• Exercise requirements: Could you restate word for word every line from the one containing "Draw a box around" to the end of the records, and nothing else?

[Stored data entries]
◆ ◆ ◆
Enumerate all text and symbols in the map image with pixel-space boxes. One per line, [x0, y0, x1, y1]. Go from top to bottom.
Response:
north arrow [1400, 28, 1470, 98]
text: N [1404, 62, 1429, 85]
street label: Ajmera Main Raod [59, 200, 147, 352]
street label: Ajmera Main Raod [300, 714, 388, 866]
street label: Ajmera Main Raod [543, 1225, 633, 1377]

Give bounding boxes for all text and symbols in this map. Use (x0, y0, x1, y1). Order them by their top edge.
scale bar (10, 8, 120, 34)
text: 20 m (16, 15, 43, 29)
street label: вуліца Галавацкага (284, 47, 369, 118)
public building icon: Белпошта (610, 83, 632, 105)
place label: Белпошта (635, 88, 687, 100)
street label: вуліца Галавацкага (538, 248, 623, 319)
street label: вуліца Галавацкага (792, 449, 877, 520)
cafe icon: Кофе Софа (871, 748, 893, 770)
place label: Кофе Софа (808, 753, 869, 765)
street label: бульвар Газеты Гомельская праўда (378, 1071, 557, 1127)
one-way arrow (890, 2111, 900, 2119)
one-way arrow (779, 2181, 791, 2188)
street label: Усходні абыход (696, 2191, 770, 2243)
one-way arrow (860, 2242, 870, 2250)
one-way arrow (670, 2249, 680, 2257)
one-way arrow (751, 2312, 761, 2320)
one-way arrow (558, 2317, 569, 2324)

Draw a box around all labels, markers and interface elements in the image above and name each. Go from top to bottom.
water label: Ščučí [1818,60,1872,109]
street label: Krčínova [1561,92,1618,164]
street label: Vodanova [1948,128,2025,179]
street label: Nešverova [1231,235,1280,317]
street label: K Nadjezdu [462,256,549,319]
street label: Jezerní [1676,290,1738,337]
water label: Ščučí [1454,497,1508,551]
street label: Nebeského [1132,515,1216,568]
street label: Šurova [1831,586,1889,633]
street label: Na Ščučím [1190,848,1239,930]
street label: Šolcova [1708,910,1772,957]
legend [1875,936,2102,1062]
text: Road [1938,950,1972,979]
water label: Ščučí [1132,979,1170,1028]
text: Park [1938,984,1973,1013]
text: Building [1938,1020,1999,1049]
◆ ◆ ◆
• Output of the task:
Draw a box around all labels, markers and interface elements in the image above and name each. Go from top to bottom.
water label: Ščučí [1818,60,1872,109]
street label: Krčínova [1561,92,1618,164]
street label: Vodanova [1948,128,2025,179]
street label: Nešverova [1231,235,1280,317]
street label: K Nadjezdu [462,256,549,319]
street label: Jezerní [1676,290,1738,337]
water label: Ščučí [1454,497,1508,551]
street label: Nebeského [1132,515,1216,568]
street label: Šurova [1831,586,1889,633]
street label: Na Ščučím [1190,848,1239,930]
street label: Šolcova [1708,910,1772,957]
legend [1875,936,2102,1062]
text: Road [1938,950,1972,979]
water label: Ščučí [1132,979,1170,1028]
text: Park [1938,984,1973,1013]
text: Building [1938,1020,1999,1049]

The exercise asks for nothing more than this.